The findings of a new study raise further concerns about the use of transvaginal mesh for treatment of pelvic organ prolapse and stress urinary incontinence, finding that the controversial products provide few benefits and come with a high risk of reoperation and complications. 

A team of international researchers looked at clinical trials involving vaginal mesh use in thousands of women in recent years, and found there was very little benefit over native tissue repair for vaginal prolapse, and a high possibility that the women will need to be operated on again in the future. The findings were published in the Cochrane Database of Systematic Reviews on February 9.

Researchers looked at 37 randomized clinical trials involving 4,023 women, which compared the outcomes of transvaginal mesh surgery to procedures that repaired the native tissue in cases of vaginal prolapse, which can cause pelvic organ prolapse, stress urinary incontinence, and other bladder problems.

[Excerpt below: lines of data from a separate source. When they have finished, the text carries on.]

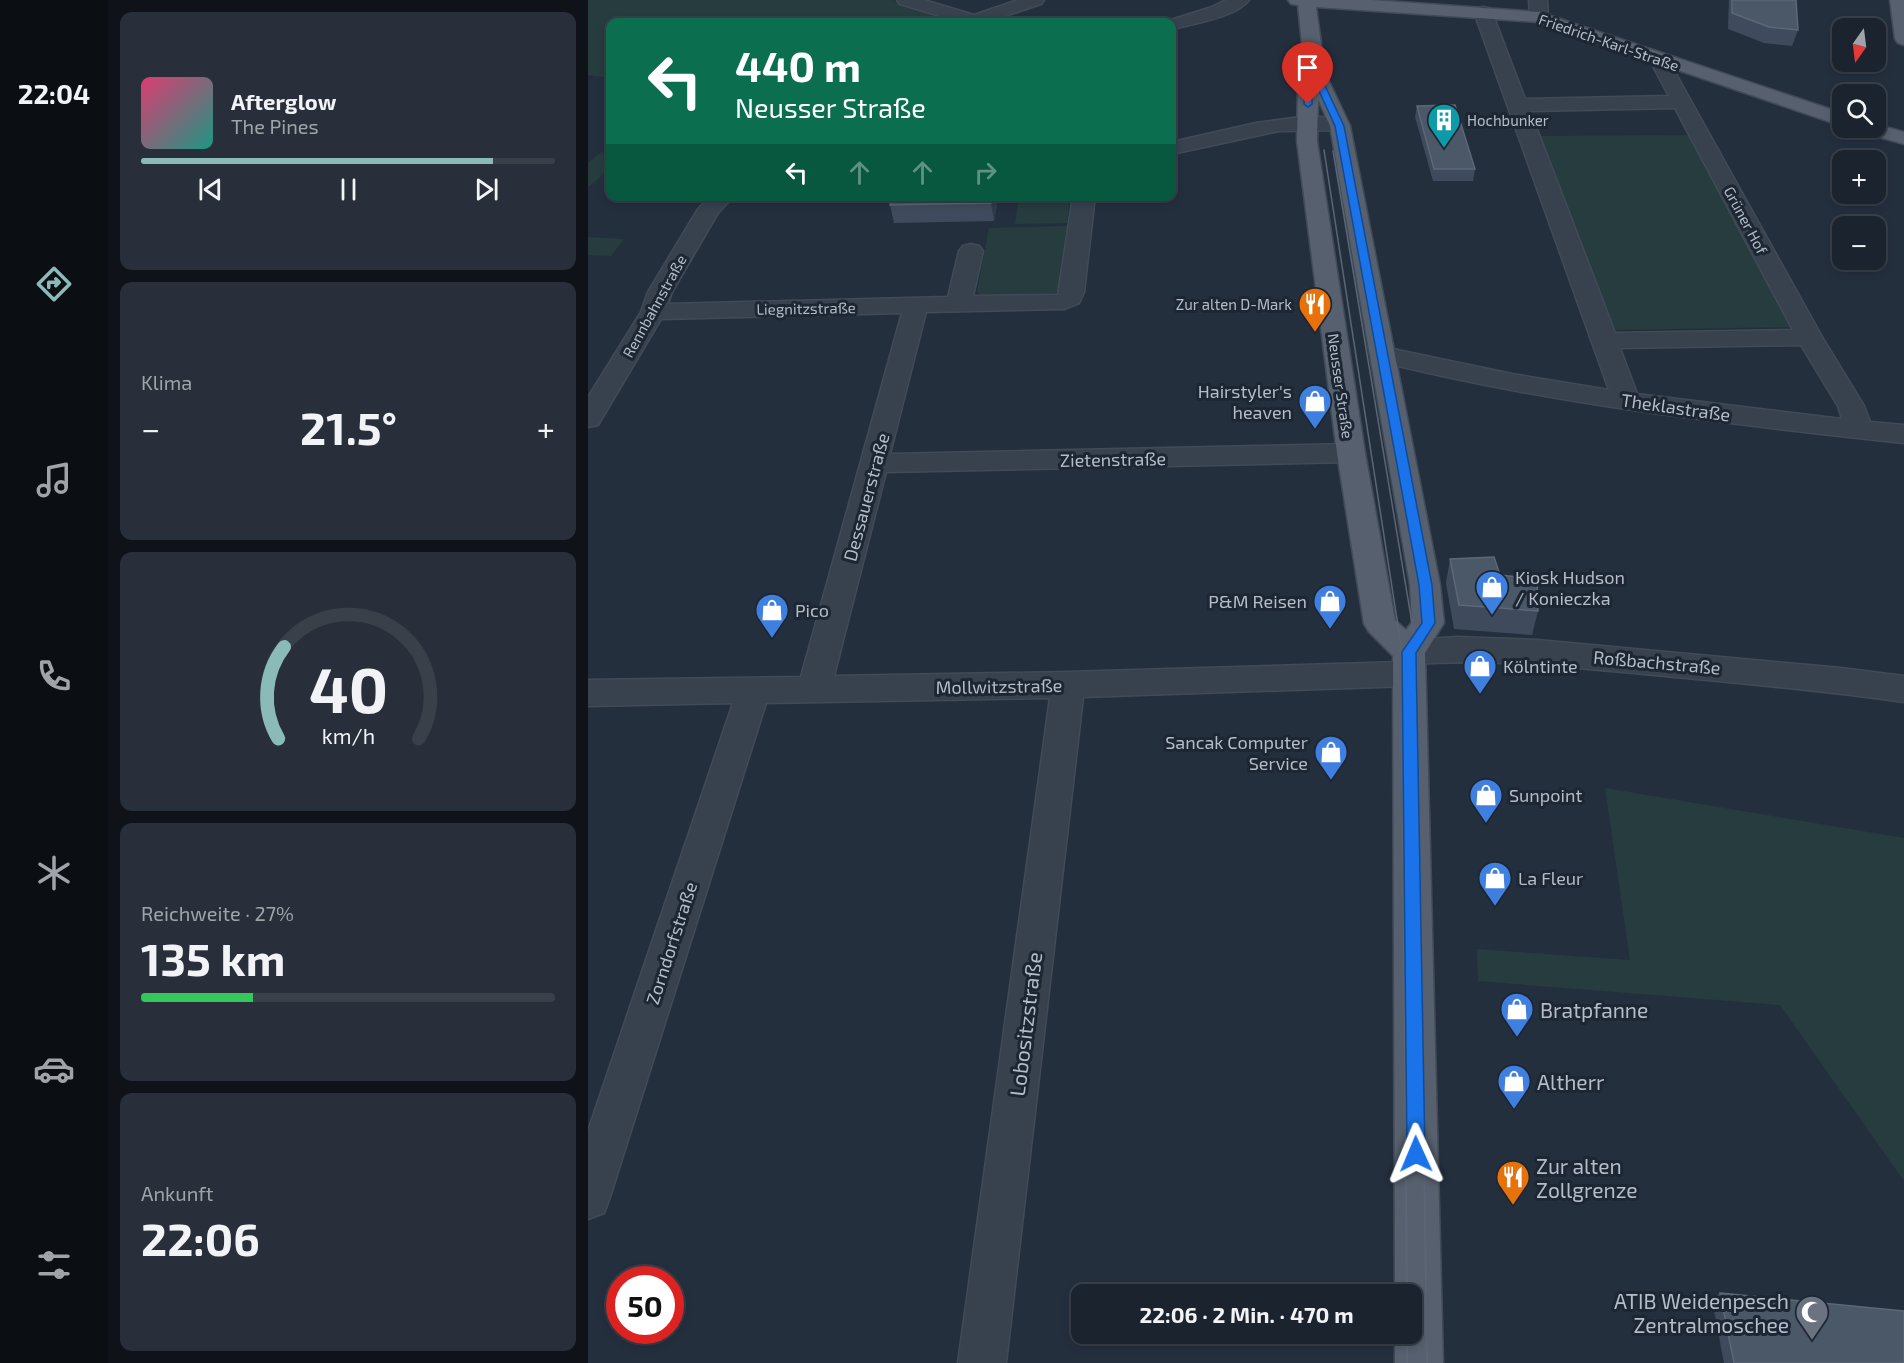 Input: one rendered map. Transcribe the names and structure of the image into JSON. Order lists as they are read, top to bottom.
{
  "streets": {
    "main road": ["Friedrich-Karl-Straße", "Neusser Straße"],
    "street": [
      "Grüner Hof",
      "Rennbahnstraße",
      "Liegnitzstraße",
      "Theklastraße",
      "Zietenstraße",
      "Dessauerstraße",
      "Roßbachstraße",
      "Mollwitzstraße",
      "Zorndorfstraße",
      "Lobositzstraße"
    ]
  },
  "crossings": [
    ["Friedrich-Karl-Straße", "Grüner Hof"],
    ["Friedrich-Karl-Straße", "Neusser Straße"],
    ["Grüner Hof", "Theklastraße"],
    ["Rennbahnstraße", "Liegnitzstraße"],
    ["Liegnitzstraße", "Dessauerstraße"],
    ["Neusser Straße", "Theklastraße"],
    ["Neusser Straße", "Zietenstraße"],
    ["Neusser Straße", "Roßbachstraße"],
    ["Neusser Straße", "Mollwitzstraße"],
    ["Zietenstraße", "Dessauerstraße"],
    ["Dessauerstraße", "Mollwitzstraße"],
    ["Roßbachstraße", "Mollwitzstraße"],
    ["Mollwitzstraße", "Zorndorfstraße"],
    ["Mollwitzstraße", "Lobositzstraße"]
  ],
  "places": {
    "building": ["Hochbunker"],
    "restaurant": ["Zur alten D-Mark", "Zur alten Zollgrenze"],
    "shop": [
      "Hairstyler's heaven",
      "Kiosk Hudson / Konieczka",
      "P&M Reisen",
      "Pico",
      "Kölntinte",
      "Sancak Computer Service",
      "Sunpoint",
      "La Fleur",
      "Bratpfanne",
      "Altherr"
    ],
    "mosque": ["ATIB Weidenpesch Zentralmoschee"]
  },
  "north": "bottom",
  "page": {
    "tabs": "22:04",
    "map_buttons": ["+", "−"],
    "turn": ["440 m", "Neusser Straße"],
    "song": ["Afterglow", "The Pines"],
    "tile": [
      "Klima",
      ["Reichweite · 27%", "135 km"],
      ["Ankunft", "22:06"]
    ],
    "heat": ["−", "21.5°", "+"],
    "limit": "50",
    "trip": "22:06 · 2 Min. · 470 m",
    "gauge": ["40", "km/h"]
  }
}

The findings indicate that 10% to 15% of women who underwent transvaginal mesh surgery were still affected by prolapse problems, compared to 19% who underwent native tissue repair.

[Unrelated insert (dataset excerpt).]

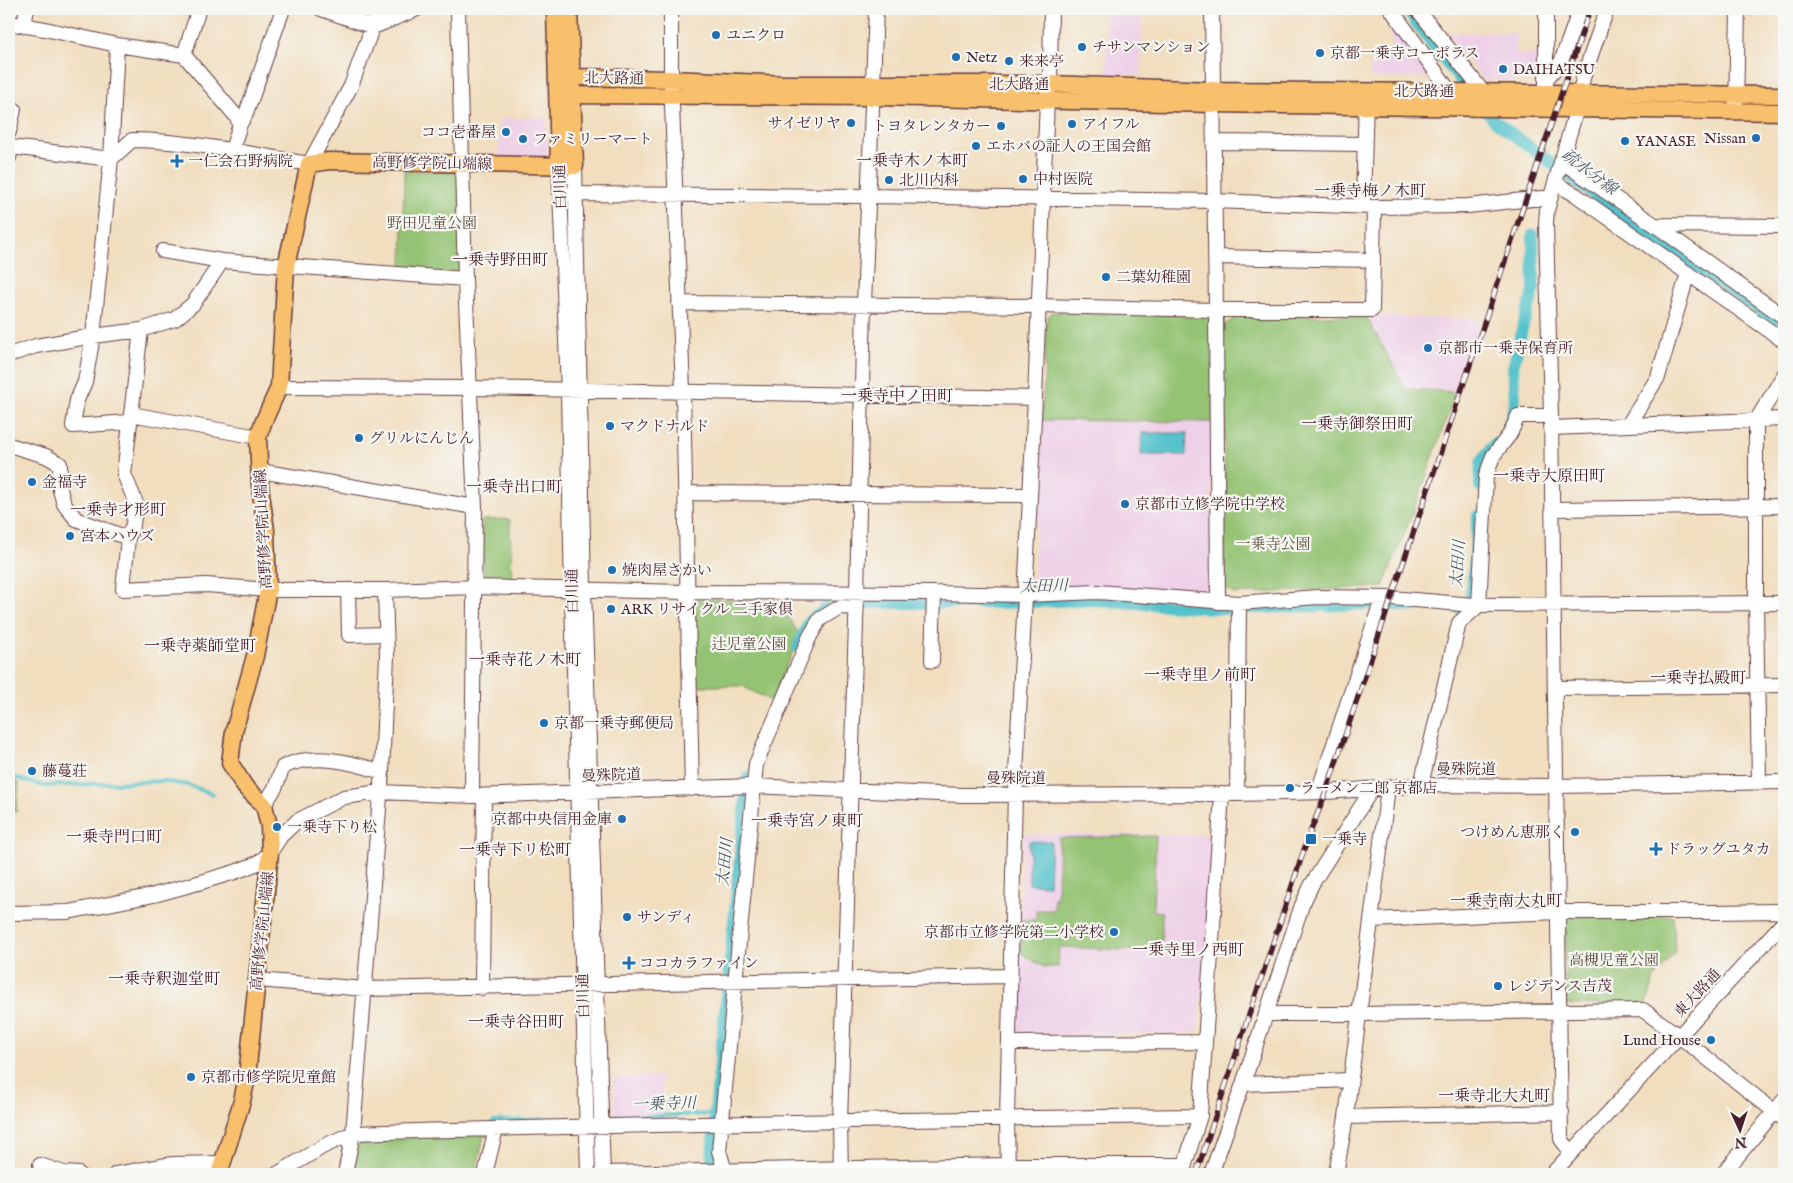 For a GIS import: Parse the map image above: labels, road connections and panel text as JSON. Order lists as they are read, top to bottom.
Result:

“However, there are also problems associated with permanent transvaginal mesh,” the study’s authors noted. “If the reoperation rate for prolapse, urinary incontinence, or mesh exposure after native tissue repair is assumed to be 5%, the risk would be between 7% and 18% after permanent mesh repair.”

The study found that 8% of women in the mesh group had to undergo vaginal mesh repair not because of a reoccurrence of prolapse problems, but because the mesh had actually eroded and become exposed in their vagina, one of the more commonly reported transvaginal mesh complications.

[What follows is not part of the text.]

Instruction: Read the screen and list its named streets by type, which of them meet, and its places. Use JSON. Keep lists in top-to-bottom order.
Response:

Researchers warn that despite the number of clinical trials through the years, they considered the evidence usually to be low to moderate in quality. They also warned that many of the mesh products involved in the studies were withdrawn from the market by 2011, and suggested that a new generation of lightweight transvaginal mesh products have not yet been properly studied.

The study is not the first to question the benefits of transvaginal mesh. The FDA did so as well nearly five years ago.

In July 2011, the FDA issued a warning after receiving at least 2,874 reports of problems with vaginal mesh products between January 2008 and December 2010.  After a review of all available data, the FDA concluded that there was no evidence that transvaginal mesh provides any additional benefits when compared to more traditional surgery for treatment of pelvic organ prolapse.

In early 2012, the FDA sent a letter to several manufacturers of these products, ordering that they conduct additional studies and trials to evaluate the safety of transvaginal mesh products, and establish whether they pose an unreasonable risk of injury for women.

Rather than following through with the safety studies, which many lawsuits allege should have been done before the products were ever introduced, many of the manufacturers have decided to stop selling the pelvic mesh products for transvaginal repair or pelvic organ prolapse and stress urinary incontinence.

Tens of thousands of women have since filed transvaginal mesh lawsuits against a half a dozen or more medical device manufacturers. Thousands of cases have been settled out of court, and a number of cases have resulted in multimillion dollar jury verdicts for women who suffered permanent and debilitating injuries.